Enhancing thermal mixing of supercritical water through a confined co-flowing planar jet

Abstract

Previous studies have reported that the thermal mixing of supercritical water (SCW) would be inhibited by the density gradient in jet flow. The confined co-flowing planar jet which has one central inlet and two outer inlets is expected to enhance thermal mixing through stronger turbulent entrainment induced by double mixing layers. Direct numerical simulations (DNS) of planar jet of supercritical water (653–843 K, 25 MPa) are performed.
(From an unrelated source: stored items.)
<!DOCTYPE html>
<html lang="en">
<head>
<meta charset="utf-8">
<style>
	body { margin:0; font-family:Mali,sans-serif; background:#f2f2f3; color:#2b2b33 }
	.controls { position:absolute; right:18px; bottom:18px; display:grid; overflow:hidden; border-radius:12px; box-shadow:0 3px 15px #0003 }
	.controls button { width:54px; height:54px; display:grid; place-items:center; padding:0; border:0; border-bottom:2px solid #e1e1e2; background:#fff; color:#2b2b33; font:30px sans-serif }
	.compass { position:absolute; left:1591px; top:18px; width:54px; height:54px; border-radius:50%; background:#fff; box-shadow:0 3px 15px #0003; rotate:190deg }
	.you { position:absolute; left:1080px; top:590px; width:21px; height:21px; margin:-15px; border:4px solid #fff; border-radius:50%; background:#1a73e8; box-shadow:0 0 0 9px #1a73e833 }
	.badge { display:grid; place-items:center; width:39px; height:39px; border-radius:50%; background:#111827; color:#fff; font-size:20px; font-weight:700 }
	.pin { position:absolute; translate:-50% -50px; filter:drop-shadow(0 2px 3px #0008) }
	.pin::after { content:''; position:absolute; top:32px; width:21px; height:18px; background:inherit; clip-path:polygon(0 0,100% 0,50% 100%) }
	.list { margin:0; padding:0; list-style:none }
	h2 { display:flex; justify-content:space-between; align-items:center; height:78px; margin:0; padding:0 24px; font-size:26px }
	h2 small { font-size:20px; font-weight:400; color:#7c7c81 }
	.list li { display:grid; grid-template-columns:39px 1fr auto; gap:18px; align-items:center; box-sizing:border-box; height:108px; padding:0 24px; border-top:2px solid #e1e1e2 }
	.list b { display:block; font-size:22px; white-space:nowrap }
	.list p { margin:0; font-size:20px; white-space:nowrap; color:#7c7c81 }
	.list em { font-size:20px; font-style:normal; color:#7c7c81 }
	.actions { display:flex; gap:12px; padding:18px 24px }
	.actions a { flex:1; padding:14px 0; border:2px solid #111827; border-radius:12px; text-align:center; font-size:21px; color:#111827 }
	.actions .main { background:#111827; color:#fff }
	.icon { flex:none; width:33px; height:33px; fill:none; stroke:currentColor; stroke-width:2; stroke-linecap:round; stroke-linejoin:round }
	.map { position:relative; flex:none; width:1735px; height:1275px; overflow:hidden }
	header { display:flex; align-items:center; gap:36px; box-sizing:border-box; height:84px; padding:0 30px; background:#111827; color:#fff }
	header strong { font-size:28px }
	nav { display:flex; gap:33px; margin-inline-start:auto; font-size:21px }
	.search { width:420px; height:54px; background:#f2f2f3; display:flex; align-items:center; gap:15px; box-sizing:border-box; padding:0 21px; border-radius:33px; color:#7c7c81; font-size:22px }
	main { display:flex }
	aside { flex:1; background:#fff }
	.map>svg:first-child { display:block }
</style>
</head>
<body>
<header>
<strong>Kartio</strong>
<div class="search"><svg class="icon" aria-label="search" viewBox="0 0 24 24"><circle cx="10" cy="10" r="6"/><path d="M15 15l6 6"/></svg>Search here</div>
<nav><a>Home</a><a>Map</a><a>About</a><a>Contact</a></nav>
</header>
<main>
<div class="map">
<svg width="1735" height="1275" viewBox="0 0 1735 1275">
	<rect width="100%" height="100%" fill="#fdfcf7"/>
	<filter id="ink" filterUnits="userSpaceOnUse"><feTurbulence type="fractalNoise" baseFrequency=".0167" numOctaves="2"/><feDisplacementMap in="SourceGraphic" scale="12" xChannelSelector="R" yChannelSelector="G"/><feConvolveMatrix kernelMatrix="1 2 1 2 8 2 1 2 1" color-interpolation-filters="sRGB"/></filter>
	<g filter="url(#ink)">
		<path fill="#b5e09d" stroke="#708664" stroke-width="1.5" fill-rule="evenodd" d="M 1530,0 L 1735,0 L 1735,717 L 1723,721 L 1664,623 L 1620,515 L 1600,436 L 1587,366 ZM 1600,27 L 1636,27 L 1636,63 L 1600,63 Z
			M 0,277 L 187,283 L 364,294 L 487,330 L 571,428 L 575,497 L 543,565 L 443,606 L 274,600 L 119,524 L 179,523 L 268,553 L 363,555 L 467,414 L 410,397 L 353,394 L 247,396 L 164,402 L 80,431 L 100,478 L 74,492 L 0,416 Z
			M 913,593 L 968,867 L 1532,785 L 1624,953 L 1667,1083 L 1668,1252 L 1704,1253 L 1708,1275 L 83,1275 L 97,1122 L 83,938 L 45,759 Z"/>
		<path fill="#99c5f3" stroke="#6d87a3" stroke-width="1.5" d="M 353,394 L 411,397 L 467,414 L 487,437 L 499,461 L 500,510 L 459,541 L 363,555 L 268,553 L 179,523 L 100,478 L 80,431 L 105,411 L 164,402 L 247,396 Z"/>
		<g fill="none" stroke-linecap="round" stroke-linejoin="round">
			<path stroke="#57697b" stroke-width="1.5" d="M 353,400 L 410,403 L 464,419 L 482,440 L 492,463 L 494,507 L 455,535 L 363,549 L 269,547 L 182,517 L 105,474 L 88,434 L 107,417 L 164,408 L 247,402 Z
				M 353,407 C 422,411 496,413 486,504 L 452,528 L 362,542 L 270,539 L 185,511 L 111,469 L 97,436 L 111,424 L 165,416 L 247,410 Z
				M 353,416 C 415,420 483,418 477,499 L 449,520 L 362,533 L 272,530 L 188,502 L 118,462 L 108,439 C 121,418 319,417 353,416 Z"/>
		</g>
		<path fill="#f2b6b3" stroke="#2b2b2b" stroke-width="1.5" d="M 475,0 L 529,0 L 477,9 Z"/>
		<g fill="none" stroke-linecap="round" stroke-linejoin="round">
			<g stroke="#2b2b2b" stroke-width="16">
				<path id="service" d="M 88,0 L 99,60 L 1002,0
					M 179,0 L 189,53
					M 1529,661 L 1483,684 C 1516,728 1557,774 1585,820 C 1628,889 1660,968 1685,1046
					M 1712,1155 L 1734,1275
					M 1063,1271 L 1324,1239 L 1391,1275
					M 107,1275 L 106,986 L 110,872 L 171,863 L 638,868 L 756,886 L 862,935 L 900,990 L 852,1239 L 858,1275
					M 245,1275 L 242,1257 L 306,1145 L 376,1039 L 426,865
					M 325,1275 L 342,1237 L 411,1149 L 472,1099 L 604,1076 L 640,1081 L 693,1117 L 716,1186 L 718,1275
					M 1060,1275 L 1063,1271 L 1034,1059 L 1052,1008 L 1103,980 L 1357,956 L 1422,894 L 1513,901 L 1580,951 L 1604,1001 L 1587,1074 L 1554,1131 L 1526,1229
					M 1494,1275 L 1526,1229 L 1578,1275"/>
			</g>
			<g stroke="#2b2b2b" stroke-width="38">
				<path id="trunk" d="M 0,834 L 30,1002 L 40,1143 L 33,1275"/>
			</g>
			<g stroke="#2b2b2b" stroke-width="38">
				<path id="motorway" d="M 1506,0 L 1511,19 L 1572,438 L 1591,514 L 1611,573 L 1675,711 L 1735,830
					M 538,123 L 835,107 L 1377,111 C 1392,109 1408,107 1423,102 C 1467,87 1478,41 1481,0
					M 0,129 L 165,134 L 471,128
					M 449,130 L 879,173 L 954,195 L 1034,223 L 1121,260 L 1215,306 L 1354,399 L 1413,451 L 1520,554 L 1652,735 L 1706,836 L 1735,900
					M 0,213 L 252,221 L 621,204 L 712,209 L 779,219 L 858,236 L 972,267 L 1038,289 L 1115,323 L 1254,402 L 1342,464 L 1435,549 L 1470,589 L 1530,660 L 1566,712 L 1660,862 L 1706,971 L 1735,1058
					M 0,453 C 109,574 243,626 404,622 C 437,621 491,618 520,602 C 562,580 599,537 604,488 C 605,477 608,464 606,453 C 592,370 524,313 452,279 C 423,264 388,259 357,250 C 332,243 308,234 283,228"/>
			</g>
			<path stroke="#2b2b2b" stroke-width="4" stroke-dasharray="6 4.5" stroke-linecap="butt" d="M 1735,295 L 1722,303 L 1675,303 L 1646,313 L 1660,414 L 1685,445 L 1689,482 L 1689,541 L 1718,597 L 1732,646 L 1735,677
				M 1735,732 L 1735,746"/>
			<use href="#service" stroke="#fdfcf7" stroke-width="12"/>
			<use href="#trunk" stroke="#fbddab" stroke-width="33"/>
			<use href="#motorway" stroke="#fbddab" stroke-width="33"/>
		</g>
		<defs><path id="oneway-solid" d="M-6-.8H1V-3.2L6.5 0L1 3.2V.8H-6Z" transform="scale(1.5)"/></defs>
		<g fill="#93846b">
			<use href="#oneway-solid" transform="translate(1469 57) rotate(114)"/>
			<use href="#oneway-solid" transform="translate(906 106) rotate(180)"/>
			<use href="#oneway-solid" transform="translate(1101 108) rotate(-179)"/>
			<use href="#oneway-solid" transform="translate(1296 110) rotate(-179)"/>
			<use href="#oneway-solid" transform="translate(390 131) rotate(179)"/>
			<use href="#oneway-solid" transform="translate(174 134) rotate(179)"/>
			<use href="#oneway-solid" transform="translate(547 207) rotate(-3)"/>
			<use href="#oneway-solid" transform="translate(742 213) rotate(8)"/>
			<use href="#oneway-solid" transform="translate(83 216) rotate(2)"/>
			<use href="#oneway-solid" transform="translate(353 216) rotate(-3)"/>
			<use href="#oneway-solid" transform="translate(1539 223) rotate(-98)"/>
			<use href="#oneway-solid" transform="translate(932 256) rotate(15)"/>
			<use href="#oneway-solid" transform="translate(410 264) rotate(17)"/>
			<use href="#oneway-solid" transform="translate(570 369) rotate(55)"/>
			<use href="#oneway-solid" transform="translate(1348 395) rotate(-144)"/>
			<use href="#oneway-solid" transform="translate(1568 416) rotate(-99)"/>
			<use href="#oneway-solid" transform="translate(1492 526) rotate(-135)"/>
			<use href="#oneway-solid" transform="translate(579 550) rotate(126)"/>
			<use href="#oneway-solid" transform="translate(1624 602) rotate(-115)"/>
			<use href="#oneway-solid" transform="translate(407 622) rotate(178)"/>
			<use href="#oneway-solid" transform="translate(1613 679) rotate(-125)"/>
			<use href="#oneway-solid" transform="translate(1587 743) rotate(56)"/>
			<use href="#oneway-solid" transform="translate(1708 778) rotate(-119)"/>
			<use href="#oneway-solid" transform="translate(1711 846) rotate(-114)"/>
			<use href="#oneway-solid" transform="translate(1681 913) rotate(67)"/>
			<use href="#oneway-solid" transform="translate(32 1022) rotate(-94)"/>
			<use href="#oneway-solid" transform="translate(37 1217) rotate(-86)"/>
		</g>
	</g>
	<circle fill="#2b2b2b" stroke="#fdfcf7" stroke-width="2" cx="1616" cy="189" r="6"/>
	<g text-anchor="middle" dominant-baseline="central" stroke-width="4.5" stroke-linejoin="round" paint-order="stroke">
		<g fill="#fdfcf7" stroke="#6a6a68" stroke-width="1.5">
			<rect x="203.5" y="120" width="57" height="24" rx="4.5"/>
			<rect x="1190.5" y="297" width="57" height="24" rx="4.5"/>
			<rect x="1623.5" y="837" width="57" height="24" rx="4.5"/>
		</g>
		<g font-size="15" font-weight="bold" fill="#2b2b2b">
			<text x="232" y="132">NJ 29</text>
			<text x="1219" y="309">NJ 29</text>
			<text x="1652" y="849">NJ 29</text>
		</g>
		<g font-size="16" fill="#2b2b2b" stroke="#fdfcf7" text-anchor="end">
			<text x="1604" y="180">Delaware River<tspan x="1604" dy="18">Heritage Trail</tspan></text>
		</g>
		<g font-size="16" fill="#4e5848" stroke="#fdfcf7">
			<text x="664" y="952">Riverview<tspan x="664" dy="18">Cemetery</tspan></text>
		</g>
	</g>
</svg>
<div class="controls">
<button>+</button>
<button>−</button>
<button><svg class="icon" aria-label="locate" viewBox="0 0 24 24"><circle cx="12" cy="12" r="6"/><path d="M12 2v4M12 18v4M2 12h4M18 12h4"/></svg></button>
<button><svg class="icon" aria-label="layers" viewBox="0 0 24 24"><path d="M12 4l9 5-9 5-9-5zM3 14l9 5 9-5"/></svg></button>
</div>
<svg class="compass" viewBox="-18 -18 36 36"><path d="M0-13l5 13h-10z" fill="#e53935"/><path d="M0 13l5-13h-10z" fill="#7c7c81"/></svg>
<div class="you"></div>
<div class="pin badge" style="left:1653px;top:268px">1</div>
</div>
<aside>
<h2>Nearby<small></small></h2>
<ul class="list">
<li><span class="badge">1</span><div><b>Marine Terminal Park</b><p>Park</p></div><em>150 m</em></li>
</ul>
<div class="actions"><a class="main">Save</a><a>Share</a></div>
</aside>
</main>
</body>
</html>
The effects of the density ratio ρr (1.1, 3, 6) between jet and ambient fluids, the Reynolds number based on the density, velocity, diameter, and viscosity of central inlet Rein=ρinUinDin/μin (1000–4000), and the buoyancy on thermal mixing properties are investigated. We find that increasing ρr results in the decay of turbulence near the double mixing layers and the attenuation of thermal mixing. The self-similar behavior for co-flowing planar jet of supercritical water can be more likely to achieve for the mean field than for the turbulence field. While increasing Rein results in the amplification of turbulence production in the far-field region due to the vortex stretching mechanism induced by larger velocity gradient, the enhancement of thermal mixing is insignificant. The gravity wave along the normal direction leads to density stratification and inhibition of turbulent mixing near the mixing layers when Rein less than 2000. The gravity effect can be neglected when Rein greater than 2000 due to the increasing turbulence production. Finally, we find that the enhancement of thermal mixing can be achieved by increasing the turbulent intensity of outer inlets.